Augustine Heard & Co. () was a major nineteenth-century American trading firm in Qing dynasty China whose operations consisted in importing and exporting a large array of goods, including tea and opium.

History and leadership
Augustine Heard and Co. was founded in 1840, in Canton, China by Ipswich, Massachusetts, businessman, traveller, trader and former Russell & Co. partner Augustine Heard, and his partners, Joseph Coolidge and George Basil Dixwell. Throughout its history, it was run in large part by Heard family members, most notably Heard's four nephews from his brother George Washington Heard: John, Augustine, Albert Farley and George Washington Jr.

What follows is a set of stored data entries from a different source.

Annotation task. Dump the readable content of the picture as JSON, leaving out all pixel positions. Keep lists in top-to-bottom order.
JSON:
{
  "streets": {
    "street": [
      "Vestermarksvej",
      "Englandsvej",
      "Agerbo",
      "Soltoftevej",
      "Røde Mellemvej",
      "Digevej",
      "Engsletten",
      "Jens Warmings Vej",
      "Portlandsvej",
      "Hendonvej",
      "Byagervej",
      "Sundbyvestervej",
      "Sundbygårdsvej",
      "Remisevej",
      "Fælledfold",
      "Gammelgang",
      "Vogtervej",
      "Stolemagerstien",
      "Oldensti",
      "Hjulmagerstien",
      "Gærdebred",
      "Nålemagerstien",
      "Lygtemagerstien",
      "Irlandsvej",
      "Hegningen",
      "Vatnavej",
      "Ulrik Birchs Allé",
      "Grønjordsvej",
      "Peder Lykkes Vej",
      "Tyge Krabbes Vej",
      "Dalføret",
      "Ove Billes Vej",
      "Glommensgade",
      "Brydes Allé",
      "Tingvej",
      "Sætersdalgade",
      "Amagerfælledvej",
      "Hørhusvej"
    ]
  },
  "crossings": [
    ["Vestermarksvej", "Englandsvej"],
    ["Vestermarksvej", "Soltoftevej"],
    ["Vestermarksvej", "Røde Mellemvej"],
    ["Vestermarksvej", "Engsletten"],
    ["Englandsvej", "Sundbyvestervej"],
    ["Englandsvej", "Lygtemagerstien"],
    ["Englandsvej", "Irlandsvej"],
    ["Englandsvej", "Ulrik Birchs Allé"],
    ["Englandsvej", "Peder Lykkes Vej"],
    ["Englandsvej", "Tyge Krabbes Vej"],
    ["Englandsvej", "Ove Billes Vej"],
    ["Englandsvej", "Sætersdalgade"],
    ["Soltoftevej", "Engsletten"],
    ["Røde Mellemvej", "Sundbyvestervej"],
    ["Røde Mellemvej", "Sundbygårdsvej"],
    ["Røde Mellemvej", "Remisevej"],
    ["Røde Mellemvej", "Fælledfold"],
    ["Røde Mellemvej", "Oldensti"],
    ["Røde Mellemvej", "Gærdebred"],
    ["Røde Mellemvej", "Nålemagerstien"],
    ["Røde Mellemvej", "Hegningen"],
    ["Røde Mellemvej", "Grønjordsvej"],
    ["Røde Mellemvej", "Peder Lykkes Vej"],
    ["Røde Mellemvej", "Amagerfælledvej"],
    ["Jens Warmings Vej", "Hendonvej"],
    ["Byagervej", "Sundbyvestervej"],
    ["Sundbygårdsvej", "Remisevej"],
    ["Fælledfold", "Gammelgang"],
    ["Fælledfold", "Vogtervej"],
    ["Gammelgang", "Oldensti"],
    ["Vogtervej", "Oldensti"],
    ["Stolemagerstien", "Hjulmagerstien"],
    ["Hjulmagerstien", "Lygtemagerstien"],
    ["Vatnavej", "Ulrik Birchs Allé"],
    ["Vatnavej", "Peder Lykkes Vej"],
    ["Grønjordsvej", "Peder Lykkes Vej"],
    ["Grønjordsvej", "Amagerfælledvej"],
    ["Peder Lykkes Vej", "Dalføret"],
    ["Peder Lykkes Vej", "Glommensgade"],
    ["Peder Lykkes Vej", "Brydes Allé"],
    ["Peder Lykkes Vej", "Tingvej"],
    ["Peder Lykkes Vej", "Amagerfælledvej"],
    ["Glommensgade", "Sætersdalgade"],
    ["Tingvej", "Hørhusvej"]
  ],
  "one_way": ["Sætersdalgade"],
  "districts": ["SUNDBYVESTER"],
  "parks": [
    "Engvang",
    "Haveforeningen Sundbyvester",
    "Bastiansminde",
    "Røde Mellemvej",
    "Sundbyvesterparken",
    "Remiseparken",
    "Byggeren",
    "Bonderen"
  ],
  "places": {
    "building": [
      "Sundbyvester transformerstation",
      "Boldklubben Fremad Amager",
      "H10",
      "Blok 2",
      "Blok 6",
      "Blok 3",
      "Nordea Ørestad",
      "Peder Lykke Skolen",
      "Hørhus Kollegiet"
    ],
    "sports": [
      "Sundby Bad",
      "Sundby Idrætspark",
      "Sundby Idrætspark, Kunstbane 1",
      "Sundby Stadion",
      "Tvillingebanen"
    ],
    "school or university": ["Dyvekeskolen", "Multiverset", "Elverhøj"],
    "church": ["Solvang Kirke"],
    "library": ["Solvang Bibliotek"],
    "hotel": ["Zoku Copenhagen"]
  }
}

In 1841, Augustine Heard, who had previously lived in China but had returned for health reasons to Ipswich, returned to China to head the firm until 1844. There, business flourished, notably because of the use of fast clipper ships and the import of steamships. Tea, one of the main commodities traded, did not provide much profit compared to opium, which enabled the firm's finances to soar, Augustine Heard & Co. becoming the third largest American firm in China in the mid-nineteenth century. The firm also introduced steamships to China, and imported them through its sister firm in the U.S. The firm also became the main trading agent for several large firms, including Liverpool firm John Swire & Sons Limited. in 1861.

In 1844, Heard began travelling extensively, and handed control over the firm to his partners. Among Heard's partners, his four nephews we most active and ably directed the firm. John Heard led the firm until his departure in 1852; Augustine Heard II then took over the leadership of the firm and became the first Westerner permitted to trade in Siam in 1855. When his brother John returned to take the leadership again, the younger Augustine became the firm's representative to Europe. Albert Farley later took over the firm and, finally, George Washington Jr. who remained in China until the firm's collapse.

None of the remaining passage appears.